* [The problem]: Within the listing below, filter for "lists" and copy every matching line.

* [Task data]:
********

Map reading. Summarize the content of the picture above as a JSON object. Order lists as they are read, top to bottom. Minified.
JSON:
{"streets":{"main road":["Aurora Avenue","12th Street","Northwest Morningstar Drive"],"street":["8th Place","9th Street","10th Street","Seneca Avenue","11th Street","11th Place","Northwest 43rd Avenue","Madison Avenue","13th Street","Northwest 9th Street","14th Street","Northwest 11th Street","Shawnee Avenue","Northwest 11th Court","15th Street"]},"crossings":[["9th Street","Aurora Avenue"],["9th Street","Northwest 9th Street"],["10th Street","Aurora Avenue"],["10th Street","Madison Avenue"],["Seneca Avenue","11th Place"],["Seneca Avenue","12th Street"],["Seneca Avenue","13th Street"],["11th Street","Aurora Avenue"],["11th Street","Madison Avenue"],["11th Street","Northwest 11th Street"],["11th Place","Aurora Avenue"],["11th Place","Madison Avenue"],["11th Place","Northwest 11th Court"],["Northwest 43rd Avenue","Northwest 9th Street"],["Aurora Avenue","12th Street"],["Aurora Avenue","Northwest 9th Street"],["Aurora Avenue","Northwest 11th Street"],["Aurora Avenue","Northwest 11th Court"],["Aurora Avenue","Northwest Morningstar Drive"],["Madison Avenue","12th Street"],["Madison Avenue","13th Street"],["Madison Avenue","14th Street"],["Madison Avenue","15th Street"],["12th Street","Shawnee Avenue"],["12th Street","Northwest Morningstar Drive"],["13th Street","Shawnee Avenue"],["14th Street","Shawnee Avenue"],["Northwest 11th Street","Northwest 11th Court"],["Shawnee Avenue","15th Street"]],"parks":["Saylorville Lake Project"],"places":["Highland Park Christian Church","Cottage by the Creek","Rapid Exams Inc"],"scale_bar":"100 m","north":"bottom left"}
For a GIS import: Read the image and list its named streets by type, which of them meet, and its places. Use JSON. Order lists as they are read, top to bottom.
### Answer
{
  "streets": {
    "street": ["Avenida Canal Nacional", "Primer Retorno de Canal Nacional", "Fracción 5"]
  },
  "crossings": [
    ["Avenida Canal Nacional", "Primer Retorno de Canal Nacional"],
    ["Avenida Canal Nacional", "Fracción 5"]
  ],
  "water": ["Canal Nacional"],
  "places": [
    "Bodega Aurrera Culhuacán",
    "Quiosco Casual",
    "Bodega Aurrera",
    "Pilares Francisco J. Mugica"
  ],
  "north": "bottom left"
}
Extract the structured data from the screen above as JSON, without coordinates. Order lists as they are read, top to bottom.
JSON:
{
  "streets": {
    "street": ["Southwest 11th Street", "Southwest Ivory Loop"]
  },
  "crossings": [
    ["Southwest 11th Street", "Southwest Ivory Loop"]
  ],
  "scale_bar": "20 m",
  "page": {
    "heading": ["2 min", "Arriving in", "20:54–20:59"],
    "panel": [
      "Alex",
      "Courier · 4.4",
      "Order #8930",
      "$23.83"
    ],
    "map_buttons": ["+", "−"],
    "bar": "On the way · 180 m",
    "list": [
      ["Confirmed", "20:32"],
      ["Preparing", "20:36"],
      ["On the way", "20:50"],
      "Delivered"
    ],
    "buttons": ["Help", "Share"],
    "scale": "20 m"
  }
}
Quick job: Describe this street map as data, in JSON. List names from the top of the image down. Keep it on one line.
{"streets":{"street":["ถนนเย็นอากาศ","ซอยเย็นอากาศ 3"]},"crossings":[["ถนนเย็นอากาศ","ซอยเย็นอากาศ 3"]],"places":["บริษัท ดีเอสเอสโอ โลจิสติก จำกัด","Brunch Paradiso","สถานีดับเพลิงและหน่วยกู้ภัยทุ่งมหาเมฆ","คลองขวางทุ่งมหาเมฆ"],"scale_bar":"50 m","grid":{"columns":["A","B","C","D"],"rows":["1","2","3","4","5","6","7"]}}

********

* [Output for this exercise]:
Map reading. Summarize the content of the picture above as a JSON object. Order lists as they are read, top to bottom. Minified.
For a GIS import: Read the image and list its named streets by type, which of them meet, and its places. Use JSON. Order lists as they are read, top to bottom.
Extract the structured data from the screen above as JSON, without coordinates. Order lists as they are read, top to bottom.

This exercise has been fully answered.